WORK TO COMPLETE> Show every line from the entries that follow which holds the word "tools".

DATA FOR PROCESSING>

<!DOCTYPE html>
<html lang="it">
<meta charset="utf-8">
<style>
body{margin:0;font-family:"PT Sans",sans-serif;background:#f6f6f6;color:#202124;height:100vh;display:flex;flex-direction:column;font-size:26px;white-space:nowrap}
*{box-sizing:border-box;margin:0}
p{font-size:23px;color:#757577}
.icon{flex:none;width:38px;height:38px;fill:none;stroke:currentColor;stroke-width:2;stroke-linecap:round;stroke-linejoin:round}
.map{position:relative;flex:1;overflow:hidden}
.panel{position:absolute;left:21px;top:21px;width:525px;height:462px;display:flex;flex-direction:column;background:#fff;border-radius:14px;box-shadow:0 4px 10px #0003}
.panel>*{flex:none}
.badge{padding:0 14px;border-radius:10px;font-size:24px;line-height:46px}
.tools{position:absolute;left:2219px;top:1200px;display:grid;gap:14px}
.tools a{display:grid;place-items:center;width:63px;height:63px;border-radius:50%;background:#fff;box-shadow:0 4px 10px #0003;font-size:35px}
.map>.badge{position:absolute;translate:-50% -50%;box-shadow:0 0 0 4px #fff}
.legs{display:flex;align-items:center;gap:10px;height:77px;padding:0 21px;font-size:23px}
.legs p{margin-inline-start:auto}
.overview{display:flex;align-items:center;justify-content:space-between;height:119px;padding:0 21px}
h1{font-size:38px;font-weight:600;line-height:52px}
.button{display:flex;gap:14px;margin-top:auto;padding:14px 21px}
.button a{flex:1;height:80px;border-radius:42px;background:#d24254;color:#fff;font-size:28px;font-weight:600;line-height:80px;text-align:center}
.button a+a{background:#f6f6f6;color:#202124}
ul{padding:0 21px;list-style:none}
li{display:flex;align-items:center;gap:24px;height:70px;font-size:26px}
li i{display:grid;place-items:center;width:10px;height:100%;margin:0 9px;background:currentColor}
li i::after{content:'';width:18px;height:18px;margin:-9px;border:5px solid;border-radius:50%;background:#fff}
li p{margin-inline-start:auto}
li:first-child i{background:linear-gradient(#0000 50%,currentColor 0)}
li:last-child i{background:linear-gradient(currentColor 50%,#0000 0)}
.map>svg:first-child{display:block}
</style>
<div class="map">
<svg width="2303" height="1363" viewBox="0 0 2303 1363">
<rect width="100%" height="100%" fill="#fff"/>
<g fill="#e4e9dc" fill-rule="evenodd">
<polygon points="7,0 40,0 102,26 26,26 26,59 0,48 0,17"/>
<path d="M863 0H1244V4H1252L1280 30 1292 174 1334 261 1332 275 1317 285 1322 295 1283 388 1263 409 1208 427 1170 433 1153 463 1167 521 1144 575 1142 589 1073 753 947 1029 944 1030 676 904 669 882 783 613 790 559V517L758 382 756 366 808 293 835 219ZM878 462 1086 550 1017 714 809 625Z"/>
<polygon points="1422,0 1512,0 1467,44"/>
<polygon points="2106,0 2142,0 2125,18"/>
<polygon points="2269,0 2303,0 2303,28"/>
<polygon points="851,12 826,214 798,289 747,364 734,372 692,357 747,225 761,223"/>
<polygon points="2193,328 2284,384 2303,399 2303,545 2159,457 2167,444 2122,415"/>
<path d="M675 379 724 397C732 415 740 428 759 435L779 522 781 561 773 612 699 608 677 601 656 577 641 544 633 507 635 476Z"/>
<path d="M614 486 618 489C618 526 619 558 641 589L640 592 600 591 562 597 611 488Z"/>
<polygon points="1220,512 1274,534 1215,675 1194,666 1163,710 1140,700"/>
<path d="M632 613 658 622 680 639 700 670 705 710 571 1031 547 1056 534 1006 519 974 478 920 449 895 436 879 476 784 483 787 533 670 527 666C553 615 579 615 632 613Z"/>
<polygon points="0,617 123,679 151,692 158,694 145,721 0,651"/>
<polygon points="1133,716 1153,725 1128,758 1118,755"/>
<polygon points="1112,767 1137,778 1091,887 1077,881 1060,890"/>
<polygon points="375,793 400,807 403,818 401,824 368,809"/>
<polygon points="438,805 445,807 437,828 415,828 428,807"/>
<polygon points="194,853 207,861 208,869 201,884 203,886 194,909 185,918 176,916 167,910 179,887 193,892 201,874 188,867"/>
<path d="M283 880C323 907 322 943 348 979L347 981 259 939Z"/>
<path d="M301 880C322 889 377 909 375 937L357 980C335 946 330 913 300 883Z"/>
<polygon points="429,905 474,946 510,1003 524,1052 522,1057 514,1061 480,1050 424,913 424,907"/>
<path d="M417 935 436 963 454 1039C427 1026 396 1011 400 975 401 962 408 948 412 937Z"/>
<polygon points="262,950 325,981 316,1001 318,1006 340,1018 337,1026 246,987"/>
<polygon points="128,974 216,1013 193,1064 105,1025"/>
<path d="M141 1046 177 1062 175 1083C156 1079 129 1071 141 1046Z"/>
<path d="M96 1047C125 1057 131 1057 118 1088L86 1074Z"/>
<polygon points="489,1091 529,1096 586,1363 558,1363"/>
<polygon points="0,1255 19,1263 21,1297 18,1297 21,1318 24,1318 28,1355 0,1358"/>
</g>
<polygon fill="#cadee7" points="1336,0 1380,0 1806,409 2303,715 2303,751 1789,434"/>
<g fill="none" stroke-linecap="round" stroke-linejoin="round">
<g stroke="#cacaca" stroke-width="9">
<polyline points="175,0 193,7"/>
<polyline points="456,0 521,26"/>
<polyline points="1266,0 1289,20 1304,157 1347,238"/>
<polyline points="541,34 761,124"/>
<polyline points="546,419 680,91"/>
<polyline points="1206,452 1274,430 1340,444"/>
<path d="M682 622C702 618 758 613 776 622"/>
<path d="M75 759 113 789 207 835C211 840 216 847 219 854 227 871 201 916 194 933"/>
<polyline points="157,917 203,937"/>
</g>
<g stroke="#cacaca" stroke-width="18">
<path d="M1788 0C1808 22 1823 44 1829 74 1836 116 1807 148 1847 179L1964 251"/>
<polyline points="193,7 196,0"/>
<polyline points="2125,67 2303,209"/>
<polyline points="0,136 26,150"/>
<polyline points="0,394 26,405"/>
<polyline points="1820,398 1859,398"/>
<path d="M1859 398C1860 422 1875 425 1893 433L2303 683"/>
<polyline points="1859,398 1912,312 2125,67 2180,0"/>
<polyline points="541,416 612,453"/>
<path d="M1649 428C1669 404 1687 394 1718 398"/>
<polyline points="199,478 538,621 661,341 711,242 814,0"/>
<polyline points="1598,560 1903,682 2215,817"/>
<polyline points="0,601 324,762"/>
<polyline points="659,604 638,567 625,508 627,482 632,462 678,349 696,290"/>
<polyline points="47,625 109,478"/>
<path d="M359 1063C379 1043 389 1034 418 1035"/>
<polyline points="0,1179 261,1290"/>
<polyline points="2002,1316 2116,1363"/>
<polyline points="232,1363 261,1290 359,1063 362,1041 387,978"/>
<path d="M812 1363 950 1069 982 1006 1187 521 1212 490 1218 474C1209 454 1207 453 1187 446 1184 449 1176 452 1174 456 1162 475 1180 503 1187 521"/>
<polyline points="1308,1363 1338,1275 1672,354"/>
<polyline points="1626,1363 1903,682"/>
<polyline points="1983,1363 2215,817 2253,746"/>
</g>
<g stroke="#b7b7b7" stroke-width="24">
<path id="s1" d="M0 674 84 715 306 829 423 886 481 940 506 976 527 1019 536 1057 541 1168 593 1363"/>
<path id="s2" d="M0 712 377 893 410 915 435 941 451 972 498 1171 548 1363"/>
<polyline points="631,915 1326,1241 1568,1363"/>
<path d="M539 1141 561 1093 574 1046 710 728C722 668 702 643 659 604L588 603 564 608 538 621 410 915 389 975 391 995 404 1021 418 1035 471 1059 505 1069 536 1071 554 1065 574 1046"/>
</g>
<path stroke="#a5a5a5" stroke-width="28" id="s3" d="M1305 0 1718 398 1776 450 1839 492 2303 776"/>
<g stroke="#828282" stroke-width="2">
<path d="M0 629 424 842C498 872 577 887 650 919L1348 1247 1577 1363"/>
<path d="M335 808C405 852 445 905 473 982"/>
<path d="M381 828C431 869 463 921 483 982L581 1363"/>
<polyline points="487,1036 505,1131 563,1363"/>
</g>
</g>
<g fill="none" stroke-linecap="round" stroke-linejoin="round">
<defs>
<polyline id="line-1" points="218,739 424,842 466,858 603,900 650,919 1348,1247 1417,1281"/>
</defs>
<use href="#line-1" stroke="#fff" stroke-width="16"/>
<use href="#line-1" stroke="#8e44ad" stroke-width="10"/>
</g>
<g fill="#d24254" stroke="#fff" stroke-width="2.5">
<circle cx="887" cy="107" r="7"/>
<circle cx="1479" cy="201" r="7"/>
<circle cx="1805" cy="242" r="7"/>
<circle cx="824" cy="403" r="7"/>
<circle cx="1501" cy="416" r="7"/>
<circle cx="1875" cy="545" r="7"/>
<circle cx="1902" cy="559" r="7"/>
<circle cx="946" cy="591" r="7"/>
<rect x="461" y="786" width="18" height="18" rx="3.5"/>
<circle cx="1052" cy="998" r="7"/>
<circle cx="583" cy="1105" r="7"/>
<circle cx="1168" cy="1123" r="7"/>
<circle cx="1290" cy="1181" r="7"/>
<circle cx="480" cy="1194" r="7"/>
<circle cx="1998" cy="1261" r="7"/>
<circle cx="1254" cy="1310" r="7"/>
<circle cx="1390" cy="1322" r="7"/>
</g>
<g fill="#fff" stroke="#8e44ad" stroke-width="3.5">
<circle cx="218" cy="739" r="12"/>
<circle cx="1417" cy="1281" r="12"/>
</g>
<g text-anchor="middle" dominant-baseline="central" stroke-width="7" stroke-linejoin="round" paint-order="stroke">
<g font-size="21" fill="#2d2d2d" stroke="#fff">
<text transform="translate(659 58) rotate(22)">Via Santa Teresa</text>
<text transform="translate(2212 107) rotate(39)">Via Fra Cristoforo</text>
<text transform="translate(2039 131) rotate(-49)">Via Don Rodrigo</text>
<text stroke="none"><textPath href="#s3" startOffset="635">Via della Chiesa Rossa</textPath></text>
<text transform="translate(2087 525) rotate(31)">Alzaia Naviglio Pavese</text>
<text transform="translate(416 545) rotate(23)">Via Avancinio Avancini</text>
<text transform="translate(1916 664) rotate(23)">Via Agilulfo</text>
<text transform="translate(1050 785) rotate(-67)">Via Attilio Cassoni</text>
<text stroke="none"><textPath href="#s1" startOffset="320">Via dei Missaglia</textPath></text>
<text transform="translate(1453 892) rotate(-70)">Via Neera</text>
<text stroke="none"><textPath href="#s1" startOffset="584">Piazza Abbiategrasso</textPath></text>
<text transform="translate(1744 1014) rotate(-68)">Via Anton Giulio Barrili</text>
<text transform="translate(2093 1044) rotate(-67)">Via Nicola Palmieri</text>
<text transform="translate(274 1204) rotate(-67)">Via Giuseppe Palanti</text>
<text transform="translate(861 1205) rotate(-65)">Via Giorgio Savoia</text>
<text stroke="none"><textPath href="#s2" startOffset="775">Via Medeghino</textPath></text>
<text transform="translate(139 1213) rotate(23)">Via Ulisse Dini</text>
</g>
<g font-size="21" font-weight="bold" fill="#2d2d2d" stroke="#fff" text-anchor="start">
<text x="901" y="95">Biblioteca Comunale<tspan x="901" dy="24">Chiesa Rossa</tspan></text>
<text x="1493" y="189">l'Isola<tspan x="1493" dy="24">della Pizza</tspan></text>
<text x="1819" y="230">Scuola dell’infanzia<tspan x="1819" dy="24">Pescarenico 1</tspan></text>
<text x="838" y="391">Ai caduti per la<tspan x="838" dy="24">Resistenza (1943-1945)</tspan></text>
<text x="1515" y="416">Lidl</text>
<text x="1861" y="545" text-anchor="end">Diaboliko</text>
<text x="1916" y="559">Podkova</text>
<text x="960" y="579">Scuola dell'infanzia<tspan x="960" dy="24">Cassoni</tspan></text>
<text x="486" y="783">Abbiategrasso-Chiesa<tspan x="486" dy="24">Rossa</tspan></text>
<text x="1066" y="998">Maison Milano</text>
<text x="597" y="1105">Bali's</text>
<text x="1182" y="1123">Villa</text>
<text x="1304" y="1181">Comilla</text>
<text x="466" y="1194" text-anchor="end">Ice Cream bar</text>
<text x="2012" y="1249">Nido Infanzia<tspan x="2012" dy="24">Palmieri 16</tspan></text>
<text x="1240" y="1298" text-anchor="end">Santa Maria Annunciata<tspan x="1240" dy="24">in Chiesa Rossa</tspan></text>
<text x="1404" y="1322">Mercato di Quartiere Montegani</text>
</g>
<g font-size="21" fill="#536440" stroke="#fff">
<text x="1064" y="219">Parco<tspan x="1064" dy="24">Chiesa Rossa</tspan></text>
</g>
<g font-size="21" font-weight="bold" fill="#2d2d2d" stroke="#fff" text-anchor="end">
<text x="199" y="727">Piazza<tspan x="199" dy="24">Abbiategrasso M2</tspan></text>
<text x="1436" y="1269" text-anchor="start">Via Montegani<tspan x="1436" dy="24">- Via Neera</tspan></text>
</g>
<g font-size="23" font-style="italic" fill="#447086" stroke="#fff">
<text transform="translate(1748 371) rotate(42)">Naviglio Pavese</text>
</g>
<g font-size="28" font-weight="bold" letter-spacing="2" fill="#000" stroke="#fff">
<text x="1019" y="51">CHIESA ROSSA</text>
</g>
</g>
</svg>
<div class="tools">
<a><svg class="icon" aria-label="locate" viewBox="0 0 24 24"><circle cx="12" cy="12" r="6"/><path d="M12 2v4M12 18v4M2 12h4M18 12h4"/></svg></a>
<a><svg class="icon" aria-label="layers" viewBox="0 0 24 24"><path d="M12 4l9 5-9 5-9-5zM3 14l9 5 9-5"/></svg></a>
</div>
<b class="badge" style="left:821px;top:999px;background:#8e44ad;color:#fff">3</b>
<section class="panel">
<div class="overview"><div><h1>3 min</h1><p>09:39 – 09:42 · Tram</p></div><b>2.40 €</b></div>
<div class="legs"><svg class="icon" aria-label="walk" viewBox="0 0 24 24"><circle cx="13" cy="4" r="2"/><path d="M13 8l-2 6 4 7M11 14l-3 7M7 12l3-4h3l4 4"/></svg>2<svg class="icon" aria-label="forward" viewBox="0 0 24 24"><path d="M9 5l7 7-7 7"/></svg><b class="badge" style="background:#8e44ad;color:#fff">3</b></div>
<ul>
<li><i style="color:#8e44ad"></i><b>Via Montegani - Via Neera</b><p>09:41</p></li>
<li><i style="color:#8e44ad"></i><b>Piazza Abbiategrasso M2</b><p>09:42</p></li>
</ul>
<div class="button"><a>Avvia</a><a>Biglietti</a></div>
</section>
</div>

TASK SOLUTION>
.tools{position:absolute;left:2219px;top:1200px;display:grid;gap:14px}
.tools a{display:grid;place-items:center;width:63px;height:63px;border-radius:50%;background:#fff;box-shadow:0 4px 10px #0003;font-size:35px}
<div class="tools">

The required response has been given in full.